INSTRUCTIONS TO FOLLOW: What is the number of lines in the listing below that include the string "canvas"? Answer with that number alone.

DATA FOR THIS EXERCISE:
+ + + +
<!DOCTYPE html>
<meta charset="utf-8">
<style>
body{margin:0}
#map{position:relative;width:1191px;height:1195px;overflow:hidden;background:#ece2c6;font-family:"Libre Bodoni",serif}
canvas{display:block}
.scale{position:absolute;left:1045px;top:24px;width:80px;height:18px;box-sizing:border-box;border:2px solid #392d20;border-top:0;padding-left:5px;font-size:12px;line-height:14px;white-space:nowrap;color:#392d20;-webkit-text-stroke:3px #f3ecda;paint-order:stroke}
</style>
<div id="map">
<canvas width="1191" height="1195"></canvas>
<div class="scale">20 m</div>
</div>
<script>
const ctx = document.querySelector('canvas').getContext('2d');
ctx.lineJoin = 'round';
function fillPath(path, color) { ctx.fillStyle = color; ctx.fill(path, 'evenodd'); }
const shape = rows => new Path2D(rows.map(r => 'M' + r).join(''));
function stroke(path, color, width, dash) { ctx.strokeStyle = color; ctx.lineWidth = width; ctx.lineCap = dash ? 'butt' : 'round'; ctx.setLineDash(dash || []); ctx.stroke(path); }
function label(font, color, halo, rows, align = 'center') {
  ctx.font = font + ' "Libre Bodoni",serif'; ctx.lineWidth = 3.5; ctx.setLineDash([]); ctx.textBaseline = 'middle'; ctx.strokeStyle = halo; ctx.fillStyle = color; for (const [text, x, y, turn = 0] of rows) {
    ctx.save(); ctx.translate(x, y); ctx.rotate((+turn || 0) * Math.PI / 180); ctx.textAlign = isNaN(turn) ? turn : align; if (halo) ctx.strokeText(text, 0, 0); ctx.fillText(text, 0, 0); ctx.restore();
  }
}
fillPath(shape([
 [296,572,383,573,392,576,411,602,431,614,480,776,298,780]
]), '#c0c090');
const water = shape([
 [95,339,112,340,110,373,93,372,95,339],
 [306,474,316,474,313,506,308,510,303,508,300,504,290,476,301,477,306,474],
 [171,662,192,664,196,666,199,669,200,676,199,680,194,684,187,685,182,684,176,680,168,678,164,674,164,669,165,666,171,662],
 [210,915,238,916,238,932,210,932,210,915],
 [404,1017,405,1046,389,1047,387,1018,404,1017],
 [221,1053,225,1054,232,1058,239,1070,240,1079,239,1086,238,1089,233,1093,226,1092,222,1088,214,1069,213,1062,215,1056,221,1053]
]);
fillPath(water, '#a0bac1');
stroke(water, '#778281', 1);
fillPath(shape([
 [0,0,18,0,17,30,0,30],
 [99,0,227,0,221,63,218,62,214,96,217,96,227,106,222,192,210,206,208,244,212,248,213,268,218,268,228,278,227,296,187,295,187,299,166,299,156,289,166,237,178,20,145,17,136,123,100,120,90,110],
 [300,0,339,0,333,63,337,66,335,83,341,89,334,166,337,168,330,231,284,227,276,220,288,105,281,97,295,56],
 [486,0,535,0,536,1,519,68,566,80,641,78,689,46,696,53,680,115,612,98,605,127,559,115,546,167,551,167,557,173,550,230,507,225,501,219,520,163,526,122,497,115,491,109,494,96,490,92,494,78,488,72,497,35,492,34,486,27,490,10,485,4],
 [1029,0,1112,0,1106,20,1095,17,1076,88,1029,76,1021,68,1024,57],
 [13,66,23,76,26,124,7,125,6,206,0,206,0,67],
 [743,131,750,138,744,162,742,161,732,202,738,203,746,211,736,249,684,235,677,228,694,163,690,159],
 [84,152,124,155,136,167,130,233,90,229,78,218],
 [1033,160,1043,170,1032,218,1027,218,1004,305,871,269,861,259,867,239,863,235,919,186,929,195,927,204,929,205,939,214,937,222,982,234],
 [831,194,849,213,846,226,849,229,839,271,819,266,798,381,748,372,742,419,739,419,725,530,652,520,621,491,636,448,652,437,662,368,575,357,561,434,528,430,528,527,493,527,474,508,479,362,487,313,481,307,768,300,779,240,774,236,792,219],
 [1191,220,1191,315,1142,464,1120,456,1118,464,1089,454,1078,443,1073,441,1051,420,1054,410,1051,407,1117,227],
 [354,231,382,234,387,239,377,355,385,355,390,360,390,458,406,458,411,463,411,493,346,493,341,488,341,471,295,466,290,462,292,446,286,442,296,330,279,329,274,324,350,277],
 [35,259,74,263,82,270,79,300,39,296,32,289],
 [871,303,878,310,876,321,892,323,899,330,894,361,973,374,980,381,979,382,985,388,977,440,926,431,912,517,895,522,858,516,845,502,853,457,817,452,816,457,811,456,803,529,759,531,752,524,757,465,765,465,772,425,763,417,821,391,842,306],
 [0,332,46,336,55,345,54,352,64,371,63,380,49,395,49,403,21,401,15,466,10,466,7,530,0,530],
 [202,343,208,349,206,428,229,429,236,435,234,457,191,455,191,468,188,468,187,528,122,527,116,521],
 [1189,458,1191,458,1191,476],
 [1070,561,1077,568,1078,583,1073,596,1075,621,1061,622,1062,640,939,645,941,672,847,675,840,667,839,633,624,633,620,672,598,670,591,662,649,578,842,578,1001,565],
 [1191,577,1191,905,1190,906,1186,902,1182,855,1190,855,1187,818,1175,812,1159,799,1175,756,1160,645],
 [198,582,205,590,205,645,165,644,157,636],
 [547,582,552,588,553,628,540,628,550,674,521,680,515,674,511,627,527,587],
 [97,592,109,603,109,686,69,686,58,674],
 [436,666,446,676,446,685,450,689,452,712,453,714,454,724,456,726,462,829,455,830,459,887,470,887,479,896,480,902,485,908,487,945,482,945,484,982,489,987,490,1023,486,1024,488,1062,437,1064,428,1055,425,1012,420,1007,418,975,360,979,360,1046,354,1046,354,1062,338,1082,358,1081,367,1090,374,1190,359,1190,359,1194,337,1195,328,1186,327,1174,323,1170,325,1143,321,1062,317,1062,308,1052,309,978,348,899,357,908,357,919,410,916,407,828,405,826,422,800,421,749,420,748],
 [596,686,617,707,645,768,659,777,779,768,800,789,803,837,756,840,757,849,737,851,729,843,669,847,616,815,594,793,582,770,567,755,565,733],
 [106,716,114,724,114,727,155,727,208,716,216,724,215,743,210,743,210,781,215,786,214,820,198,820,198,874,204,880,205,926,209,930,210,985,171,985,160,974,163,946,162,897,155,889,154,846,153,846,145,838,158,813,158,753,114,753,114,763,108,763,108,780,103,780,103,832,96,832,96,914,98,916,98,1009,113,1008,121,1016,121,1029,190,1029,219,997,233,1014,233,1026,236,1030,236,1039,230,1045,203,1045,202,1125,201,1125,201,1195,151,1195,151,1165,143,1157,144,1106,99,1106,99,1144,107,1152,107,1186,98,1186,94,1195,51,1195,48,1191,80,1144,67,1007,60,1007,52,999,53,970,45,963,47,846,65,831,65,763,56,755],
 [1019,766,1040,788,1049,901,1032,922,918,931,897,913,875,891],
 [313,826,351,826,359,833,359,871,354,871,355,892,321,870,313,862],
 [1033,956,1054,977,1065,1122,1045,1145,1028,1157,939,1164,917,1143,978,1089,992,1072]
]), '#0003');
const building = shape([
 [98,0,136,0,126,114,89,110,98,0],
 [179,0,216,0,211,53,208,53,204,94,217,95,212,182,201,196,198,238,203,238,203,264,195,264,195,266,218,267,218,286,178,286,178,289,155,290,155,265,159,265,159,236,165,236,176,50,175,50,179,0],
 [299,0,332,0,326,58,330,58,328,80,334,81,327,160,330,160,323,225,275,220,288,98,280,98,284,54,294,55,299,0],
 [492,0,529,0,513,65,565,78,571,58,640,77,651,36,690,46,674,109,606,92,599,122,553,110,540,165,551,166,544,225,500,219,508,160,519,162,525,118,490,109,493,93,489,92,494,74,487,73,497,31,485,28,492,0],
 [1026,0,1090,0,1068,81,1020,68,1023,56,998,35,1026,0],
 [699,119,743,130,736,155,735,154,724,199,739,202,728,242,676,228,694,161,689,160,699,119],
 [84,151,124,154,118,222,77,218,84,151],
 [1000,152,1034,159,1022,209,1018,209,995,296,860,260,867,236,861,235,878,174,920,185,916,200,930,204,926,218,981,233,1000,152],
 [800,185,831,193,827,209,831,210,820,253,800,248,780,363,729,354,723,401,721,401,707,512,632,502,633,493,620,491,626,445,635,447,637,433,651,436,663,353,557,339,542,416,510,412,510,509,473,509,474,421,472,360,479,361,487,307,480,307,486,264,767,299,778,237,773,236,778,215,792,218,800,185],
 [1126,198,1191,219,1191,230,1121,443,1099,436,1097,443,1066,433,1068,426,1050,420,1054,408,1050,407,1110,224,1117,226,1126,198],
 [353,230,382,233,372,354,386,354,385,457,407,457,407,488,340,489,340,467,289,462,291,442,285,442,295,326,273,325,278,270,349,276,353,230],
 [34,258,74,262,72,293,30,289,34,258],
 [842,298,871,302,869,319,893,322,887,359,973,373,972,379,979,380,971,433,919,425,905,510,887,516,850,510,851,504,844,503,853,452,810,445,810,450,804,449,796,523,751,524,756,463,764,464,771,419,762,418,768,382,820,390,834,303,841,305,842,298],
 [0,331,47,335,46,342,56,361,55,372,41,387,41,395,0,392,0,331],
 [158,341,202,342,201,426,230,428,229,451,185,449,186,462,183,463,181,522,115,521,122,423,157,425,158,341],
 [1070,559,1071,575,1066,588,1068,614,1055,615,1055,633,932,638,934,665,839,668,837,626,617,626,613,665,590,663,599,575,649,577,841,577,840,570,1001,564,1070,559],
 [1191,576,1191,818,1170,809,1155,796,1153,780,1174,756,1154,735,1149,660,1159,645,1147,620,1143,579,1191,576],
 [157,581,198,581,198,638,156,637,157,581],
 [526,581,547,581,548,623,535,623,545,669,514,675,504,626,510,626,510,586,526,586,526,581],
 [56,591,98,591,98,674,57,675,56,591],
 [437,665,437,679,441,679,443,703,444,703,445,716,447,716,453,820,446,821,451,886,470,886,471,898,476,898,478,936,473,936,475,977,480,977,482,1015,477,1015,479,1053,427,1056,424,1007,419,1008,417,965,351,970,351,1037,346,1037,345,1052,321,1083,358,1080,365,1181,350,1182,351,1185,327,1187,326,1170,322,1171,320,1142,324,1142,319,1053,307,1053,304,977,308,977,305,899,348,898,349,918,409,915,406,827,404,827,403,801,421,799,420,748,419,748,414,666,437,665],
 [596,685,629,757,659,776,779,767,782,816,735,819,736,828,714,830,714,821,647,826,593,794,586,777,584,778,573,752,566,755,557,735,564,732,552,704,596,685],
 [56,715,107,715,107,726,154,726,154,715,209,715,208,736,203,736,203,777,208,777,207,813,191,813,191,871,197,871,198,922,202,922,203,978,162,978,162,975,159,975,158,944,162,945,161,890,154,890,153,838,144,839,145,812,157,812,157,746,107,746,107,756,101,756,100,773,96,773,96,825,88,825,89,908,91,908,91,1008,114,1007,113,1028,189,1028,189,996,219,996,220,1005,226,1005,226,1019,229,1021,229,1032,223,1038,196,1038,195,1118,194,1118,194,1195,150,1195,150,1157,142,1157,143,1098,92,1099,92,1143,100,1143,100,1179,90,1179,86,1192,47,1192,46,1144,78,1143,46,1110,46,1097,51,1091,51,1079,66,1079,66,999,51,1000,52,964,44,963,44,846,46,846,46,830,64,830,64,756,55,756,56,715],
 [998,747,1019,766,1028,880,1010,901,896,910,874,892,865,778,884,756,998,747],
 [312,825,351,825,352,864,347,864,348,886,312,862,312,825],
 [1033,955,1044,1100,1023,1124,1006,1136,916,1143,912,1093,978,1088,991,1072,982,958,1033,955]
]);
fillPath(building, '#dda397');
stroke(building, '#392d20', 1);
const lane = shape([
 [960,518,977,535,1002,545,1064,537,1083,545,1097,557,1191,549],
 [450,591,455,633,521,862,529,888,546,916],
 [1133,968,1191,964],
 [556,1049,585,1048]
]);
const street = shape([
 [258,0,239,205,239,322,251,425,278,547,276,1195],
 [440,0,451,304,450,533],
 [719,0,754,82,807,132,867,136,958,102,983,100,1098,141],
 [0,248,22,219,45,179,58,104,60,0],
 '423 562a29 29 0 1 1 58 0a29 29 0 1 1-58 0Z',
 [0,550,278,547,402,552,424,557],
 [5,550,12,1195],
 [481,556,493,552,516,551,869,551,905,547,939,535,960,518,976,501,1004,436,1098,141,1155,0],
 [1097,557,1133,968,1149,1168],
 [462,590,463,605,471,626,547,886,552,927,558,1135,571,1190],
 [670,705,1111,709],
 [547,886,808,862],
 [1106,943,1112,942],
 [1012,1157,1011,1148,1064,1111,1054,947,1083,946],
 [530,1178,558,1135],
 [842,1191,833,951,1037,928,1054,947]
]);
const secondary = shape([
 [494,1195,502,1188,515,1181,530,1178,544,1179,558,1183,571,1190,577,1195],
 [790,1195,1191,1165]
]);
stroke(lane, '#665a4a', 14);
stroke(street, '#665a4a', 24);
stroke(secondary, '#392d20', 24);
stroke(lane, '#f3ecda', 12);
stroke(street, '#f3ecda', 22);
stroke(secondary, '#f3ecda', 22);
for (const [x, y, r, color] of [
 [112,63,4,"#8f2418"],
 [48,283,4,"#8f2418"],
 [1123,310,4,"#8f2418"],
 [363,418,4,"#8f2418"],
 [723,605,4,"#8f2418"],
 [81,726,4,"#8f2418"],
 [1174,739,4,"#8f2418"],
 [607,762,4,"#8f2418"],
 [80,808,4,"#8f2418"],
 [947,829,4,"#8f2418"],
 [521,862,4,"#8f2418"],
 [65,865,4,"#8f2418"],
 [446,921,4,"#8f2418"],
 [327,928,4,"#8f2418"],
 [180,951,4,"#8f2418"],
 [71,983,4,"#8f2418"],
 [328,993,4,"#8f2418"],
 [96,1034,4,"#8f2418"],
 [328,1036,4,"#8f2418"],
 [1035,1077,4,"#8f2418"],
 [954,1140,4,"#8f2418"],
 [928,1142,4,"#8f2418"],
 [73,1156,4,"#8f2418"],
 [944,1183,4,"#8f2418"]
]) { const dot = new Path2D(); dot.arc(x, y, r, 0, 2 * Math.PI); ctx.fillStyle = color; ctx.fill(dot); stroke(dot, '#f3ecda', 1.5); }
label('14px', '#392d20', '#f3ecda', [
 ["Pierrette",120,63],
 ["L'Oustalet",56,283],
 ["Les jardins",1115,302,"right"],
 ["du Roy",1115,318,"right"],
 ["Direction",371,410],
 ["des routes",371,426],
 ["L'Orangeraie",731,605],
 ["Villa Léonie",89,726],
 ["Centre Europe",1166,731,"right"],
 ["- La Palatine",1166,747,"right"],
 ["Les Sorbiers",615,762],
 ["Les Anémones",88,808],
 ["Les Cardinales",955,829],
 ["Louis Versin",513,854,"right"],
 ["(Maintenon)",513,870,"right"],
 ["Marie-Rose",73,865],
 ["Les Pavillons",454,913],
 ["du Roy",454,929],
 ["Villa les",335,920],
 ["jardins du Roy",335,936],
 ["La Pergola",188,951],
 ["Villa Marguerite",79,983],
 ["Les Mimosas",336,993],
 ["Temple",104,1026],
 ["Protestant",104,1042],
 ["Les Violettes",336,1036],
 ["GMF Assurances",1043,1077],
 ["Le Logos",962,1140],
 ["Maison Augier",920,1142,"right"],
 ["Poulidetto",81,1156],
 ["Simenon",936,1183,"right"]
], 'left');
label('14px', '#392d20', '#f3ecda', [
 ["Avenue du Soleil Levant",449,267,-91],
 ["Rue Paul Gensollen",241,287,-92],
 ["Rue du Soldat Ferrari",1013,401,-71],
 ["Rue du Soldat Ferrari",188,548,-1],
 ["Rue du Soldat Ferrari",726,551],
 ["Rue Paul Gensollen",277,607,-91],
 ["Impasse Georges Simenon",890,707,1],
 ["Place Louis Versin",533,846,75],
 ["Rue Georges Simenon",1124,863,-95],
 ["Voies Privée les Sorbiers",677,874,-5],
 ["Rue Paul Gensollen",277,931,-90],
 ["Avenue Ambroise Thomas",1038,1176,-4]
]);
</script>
+ + + +
RESULT BELOW: 3